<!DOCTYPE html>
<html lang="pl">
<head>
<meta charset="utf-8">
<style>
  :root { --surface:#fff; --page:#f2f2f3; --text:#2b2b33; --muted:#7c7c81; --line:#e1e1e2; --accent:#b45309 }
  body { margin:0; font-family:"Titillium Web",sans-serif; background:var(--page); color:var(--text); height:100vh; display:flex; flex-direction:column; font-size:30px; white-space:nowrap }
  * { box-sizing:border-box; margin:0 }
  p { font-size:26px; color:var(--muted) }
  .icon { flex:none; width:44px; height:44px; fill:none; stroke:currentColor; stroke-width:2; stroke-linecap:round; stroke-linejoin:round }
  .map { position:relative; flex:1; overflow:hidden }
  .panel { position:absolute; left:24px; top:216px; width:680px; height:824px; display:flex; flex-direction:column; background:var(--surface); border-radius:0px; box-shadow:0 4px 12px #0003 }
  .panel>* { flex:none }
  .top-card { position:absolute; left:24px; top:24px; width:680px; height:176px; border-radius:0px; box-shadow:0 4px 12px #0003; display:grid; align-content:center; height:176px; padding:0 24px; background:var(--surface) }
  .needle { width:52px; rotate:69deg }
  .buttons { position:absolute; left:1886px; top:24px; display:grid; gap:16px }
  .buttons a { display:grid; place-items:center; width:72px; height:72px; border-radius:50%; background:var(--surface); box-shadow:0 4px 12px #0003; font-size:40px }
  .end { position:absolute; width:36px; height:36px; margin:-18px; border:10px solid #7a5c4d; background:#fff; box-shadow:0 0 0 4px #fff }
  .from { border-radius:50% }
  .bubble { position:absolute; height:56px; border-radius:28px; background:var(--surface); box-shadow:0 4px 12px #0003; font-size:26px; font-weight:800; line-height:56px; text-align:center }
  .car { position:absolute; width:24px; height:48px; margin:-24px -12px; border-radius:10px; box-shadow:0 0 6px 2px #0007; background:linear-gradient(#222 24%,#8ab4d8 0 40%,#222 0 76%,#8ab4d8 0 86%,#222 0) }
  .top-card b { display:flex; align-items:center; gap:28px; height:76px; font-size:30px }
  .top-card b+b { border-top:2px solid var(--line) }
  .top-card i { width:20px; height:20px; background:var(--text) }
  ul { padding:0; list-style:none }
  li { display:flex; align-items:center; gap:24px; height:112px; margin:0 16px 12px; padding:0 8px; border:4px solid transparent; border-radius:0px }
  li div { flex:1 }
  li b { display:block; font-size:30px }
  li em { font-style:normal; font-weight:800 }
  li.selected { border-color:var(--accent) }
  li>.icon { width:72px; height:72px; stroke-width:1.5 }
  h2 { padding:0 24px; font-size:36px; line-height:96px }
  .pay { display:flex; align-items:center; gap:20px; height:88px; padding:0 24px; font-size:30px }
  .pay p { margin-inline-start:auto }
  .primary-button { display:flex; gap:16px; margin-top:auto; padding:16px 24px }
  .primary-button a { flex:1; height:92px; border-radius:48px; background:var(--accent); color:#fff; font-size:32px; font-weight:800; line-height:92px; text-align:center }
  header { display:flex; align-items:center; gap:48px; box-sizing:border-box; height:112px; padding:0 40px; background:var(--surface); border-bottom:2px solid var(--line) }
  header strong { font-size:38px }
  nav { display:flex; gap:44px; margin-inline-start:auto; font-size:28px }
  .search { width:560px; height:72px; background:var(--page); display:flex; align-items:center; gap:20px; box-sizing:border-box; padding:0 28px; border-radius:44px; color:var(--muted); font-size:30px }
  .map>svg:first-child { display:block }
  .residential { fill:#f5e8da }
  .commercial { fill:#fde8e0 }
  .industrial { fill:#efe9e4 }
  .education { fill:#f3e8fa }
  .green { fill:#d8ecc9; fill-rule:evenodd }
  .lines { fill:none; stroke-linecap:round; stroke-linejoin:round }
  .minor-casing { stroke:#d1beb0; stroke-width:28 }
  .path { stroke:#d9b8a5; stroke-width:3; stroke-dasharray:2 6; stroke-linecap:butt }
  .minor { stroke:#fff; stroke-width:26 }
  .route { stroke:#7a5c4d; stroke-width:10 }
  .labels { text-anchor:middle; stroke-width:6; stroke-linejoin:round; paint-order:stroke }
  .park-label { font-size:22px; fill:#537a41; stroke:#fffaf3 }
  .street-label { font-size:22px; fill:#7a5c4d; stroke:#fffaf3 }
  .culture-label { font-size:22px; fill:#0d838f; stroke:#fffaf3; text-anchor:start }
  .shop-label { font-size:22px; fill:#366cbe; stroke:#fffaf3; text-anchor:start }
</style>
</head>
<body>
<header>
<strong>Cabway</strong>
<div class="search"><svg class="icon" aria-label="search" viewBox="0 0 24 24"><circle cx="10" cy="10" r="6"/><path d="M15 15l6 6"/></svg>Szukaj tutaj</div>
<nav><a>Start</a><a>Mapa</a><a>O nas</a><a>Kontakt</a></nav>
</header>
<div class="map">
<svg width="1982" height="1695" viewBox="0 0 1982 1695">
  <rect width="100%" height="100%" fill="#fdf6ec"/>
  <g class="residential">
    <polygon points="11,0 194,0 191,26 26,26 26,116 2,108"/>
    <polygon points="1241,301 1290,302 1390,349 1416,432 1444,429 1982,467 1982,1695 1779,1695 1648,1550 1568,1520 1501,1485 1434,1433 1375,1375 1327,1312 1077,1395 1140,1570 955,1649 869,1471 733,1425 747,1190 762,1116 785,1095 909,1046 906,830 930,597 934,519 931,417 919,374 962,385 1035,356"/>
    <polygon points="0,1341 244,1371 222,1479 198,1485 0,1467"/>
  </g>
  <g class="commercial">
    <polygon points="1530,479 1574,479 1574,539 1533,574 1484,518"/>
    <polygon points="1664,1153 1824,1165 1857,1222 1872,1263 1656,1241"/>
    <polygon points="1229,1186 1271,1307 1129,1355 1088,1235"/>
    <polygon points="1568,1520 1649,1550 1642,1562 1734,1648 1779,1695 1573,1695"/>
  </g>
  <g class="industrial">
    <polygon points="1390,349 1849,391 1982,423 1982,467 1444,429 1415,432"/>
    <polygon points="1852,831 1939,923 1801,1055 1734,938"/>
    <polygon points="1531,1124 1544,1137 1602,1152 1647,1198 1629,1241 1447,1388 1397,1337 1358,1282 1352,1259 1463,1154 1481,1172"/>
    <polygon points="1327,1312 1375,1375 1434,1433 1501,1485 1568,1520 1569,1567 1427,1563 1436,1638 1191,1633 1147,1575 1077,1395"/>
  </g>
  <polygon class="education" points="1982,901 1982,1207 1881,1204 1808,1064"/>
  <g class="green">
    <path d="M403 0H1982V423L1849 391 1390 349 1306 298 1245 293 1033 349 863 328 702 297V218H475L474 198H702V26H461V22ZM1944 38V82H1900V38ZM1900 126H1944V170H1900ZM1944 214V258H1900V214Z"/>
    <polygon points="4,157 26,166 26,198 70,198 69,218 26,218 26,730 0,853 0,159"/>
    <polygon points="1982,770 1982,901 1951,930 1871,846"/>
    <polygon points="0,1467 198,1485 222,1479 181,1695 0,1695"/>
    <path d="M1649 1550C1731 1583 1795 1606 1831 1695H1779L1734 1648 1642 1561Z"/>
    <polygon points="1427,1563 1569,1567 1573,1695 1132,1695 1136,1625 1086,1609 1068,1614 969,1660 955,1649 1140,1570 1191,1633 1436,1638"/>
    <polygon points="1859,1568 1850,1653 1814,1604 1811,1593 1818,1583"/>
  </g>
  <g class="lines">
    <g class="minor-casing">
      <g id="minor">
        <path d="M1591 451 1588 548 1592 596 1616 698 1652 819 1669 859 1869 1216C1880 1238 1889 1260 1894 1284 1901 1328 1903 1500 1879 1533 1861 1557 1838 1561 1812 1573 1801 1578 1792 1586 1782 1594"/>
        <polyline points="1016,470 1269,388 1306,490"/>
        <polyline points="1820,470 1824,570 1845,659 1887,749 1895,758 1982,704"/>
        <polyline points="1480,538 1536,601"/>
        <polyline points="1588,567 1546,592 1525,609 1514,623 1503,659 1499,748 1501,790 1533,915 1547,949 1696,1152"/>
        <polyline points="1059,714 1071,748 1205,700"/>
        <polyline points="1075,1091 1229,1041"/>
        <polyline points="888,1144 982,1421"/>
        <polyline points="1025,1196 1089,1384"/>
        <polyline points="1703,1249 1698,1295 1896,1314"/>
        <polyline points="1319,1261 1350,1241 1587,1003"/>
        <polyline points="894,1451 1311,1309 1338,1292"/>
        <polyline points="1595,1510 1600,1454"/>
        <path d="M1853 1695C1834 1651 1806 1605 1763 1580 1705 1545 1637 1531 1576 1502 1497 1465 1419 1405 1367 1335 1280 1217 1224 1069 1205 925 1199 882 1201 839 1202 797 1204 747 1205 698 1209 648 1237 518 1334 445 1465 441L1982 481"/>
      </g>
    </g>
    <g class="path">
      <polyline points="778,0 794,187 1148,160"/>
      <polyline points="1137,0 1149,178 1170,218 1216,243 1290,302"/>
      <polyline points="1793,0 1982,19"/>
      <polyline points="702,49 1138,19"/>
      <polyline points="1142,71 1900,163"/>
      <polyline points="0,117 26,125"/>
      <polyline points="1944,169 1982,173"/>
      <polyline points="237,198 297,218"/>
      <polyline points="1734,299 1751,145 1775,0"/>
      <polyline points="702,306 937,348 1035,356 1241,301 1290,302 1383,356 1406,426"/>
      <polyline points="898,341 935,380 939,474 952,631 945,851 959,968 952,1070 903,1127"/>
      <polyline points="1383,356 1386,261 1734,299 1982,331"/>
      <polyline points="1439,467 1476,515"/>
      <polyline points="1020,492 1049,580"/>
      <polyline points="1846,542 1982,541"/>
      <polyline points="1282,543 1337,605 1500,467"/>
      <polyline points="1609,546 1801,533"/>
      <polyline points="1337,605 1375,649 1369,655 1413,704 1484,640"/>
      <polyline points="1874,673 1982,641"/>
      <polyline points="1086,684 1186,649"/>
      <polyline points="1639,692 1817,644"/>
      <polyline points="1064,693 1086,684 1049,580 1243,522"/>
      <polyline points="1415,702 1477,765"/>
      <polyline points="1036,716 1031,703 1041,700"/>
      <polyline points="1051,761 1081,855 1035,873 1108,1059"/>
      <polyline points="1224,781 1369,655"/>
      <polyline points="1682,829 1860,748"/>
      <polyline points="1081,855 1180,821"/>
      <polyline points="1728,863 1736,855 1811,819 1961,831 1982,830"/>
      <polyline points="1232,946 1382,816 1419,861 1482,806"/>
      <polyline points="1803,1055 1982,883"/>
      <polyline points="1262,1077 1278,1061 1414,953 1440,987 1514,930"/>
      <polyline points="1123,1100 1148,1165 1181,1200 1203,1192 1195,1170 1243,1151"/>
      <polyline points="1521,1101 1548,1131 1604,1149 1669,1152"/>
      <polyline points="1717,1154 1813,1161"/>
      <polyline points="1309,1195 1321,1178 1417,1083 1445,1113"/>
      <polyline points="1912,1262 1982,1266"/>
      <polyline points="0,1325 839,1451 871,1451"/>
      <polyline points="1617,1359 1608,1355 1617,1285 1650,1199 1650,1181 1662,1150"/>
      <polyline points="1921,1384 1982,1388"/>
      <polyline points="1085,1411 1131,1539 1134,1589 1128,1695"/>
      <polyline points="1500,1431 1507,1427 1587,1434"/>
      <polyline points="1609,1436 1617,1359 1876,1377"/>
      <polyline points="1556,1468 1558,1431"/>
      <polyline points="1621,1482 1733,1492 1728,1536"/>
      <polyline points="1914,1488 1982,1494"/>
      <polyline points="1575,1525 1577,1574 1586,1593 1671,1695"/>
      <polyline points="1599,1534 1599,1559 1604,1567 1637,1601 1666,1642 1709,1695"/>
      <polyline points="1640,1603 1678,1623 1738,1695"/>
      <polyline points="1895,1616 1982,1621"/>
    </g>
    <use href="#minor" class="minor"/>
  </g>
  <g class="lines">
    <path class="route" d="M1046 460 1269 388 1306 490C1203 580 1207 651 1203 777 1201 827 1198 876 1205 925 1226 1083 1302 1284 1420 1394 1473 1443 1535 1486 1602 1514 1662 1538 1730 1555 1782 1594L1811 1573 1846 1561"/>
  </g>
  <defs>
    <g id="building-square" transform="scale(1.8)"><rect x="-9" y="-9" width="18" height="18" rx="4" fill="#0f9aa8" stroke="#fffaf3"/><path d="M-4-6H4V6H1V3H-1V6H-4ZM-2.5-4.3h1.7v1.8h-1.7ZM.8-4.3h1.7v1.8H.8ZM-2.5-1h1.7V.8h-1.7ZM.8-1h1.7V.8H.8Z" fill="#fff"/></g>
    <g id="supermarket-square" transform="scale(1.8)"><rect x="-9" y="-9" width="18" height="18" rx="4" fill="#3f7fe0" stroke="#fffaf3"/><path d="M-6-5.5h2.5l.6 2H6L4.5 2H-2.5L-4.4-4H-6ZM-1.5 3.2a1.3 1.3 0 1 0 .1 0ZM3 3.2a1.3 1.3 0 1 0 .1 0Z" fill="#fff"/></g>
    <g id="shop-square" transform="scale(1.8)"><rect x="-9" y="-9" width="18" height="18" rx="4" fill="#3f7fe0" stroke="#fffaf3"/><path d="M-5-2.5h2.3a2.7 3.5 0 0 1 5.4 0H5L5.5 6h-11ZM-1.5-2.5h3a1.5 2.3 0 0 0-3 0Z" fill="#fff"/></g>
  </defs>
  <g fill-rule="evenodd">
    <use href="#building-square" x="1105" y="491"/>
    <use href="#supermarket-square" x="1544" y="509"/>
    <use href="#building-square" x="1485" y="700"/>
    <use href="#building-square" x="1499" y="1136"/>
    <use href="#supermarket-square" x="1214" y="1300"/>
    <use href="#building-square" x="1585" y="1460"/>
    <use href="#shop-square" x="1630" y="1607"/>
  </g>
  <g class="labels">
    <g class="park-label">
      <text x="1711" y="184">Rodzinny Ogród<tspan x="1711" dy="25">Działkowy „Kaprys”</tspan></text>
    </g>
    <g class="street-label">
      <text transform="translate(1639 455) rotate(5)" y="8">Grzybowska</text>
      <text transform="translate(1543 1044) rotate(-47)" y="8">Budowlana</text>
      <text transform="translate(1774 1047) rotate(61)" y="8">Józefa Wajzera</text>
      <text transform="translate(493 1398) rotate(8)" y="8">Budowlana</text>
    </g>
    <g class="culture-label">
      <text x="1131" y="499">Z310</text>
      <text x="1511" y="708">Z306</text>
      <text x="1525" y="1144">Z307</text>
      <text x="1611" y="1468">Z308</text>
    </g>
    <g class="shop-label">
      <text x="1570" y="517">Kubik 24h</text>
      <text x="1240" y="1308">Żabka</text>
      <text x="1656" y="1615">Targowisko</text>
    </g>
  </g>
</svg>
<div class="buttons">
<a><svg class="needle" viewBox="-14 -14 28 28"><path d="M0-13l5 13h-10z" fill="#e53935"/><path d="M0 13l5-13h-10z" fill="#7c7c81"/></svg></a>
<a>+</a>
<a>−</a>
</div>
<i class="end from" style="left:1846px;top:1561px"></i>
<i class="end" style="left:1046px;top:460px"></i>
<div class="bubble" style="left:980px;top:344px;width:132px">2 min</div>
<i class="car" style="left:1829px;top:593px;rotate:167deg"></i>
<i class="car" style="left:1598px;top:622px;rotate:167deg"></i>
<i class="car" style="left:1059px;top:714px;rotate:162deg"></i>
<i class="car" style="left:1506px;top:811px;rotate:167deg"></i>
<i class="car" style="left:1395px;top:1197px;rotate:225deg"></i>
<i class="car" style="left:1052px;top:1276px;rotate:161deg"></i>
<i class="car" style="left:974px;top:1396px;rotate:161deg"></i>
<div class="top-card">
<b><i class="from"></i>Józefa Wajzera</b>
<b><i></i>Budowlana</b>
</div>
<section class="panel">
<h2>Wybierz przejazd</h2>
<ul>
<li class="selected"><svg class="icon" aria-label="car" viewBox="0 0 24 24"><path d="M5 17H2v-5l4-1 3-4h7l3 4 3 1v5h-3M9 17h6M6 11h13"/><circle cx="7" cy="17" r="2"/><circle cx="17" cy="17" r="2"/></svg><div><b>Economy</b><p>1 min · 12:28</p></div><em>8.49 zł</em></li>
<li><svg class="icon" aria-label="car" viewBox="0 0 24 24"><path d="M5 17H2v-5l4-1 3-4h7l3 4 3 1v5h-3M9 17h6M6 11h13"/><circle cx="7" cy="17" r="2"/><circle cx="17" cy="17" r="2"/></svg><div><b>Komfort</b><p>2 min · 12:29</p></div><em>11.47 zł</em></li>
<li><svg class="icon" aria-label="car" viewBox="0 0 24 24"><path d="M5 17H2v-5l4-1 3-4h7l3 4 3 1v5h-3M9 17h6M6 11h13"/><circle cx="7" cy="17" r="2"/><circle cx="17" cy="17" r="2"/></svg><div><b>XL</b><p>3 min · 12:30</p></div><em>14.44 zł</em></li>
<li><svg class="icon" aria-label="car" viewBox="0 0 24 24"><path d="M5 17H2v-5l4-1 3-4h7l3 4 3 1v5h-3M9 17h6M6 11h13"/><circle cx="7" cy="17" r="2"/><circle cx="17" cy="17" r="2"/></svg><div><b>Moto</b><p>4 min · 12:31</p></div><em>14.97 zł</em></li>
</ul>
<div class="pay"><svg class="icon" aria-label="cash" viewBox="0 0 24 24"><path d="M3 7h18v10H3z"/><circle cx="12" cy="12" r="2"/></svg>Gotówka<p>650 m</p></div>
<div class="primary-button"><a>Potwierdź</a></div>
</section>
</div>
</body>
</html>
_ _ _ _ _
TASK » Copy whichever lines in the listing above hold "linecap".

WRITTEN RESPONSE »
  .icon { flex:none; width:44px; height:44px; fill:none; stroke:currentColor; stroke-width:2; stroke-linecap:round; stroke-linejoin:round }
  .lines { fill:none; stroke-linecap:round; stroke-linejoin:round }
  .path { stroke:#d9b8a5; stroke-width:3; stroke-dasharray:2 6; stroke-linecap:butt }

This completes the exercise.